→ Your instructions
State, as a number alone, how many lines of the data contain the string "Pedrotta".

→ Exercise material
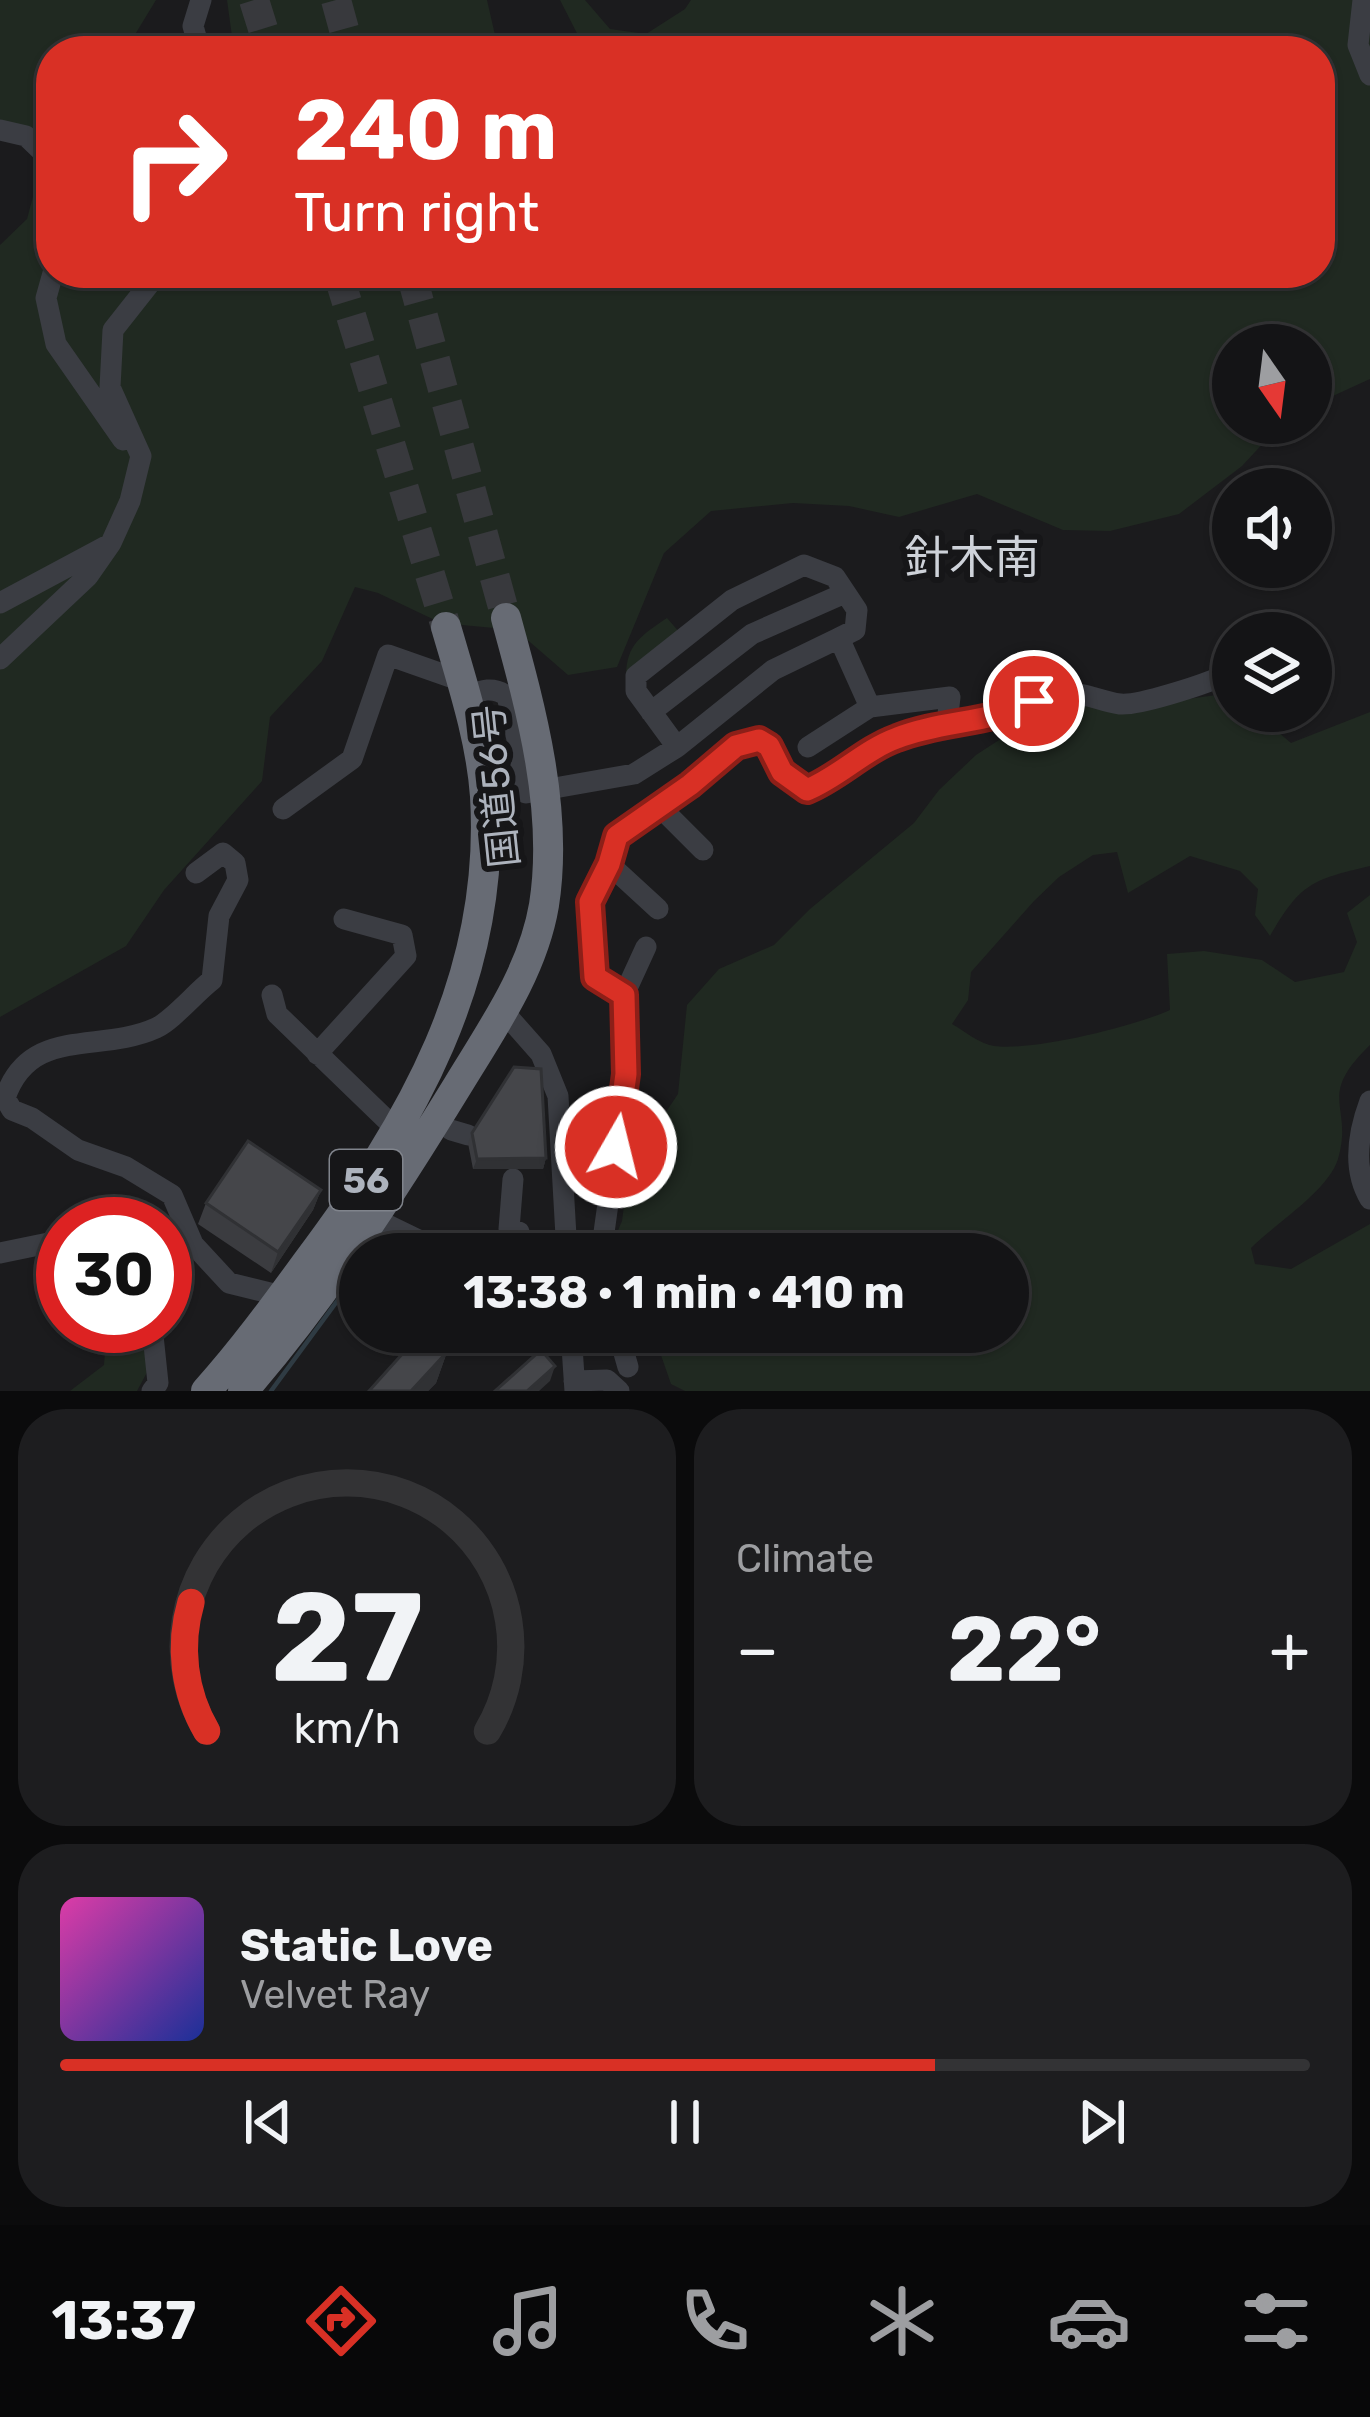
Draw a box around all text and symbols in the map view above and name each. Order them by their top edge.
text: 240 m [294,80,558,180]
icon: right [96,84,252,240]
text: Turn right [294,181,539,245]
north arrow [1212,324,1332,444]
map controls [1212,324,1332,732]
button: sound [1212,468,1332,588]
district label: 針木南 [904,531,1040,584]
button: layers [1212,612,1332,732]
pin [983,650,1085,752]
icon: arrive [1001,668,1067,734]
street label: 国道56号 [466,702,528,870]
position arrow [553,1084,679,1210]
road number: 56 [330,1150,402,1210]
speed limit sign: 30 [36,1197,192,1353]
text: 13:38 · 1 min · 410 m [463,1266,905,1319]
text: Climate [736,1536,874,1582]
text: 27 [271,1563,423,1711]
text: 22° [947,1596,1101,1703]
text: − [736,1610,779,1689]
text: + [1269,1610,1310,1689]
text: km/h [293,1702,401,1753]
text: Static Love [240,1919,493,1972]
text: Velvet Ray [240,1972,430,2018]
icon: previous [235,2089,301,2155]
icon: pause [652,2089,718,2155]
icon: next [1069,2089,1135,2155]
icon: directions [299,2279,383,2363]
icon: music [486,2279,570,2363]
icon: phone [673,2279,757,2363]
icon: climate [860,2279,944,2363]
icon: car [1047,2279,1131,2363]
icon: filters [1234,2279,1318,2363]
text: 13:37 [52,2289,196,2353]

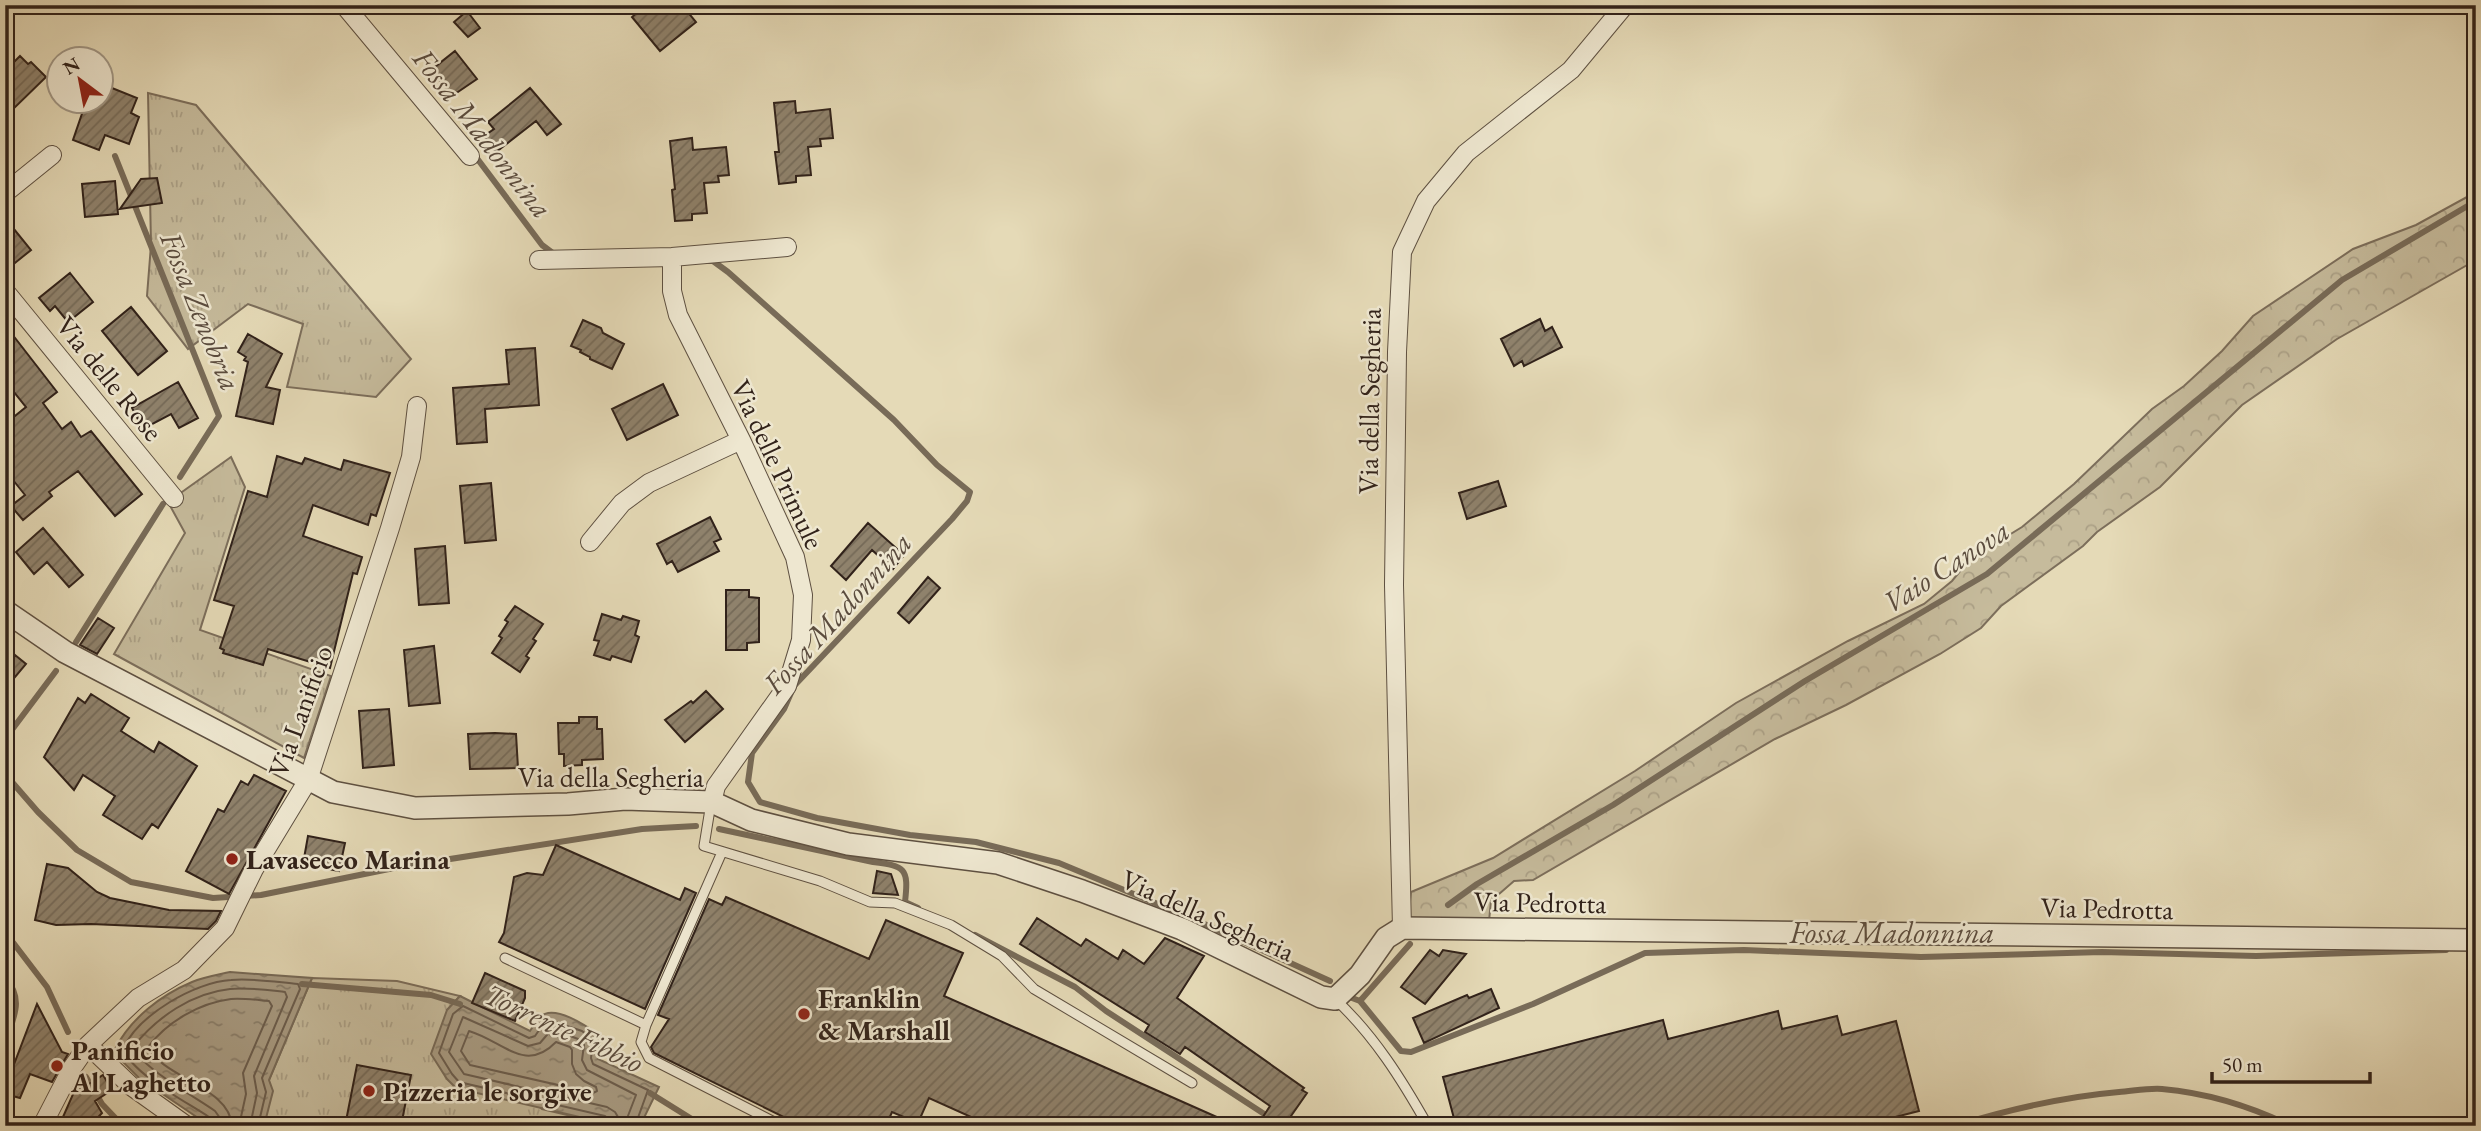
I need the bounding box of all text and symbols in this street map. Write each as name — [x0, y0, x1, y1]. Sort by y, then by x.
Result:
water label: Fossa Madonnina — [404, 39, 562, 226]
north arrow — [46, 46, 116, 116]
text: N — [58, 51, 85, 81]
water label: Fossa Zenobria — [151, 225, 251, 396]
street label: Via della Segheria — [1349, 307, 1389, 494]
street label: Via delle Rose — [49, 308, 171, 448]
street label: Via delle Primule — [723, 374, 833, 555]
water label: Vaio Canova — [1875, 511, 2017, 621]
water label: Fossa Madonnina — [753, 524, 920, 703]
street label: Via Lanificio — [260, 640, 340, 782]
street label: Via della Segheria — [518, 759, 705, 795]
place label: Lavasecco Marina — [246, 841, 450, 877]
marker: Lavasecco Marina — [224, 851, 240, 867]
street label: Via della Segheria — [1116, 861, 1301, 970]
street label: Via Pedrotta — [1473, 883, 1607, 921]
street label: Via Pedrotta — [2040, 889, 2174, 927]
water label: Fossa Madonnina — [1788, 913, 1995, 952]
water label: Torrente Fibbio — [478, 974, 650, 1082]
place label: Franklin & Marshall — [818, 980, 950, 1048]
marker: Franklin & Marshall — [796, 1006, 812, 1022]
place label: Panificio Al Laghetto — [70, 1032, 211, 1100]
scale bar — [2212, 1040, 2369, 1084]
text: 50 m — [2222, 1051, 2263, 1078]
marker: Panificio Al Laghetto — [49, 1058, 65, 1074]
place label: Pizzeria le sorgive — [383, 1073, 592, 1109]
marker: Pizzeria le sorgive — [361, 1083, 377, 1099]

→ Reply
2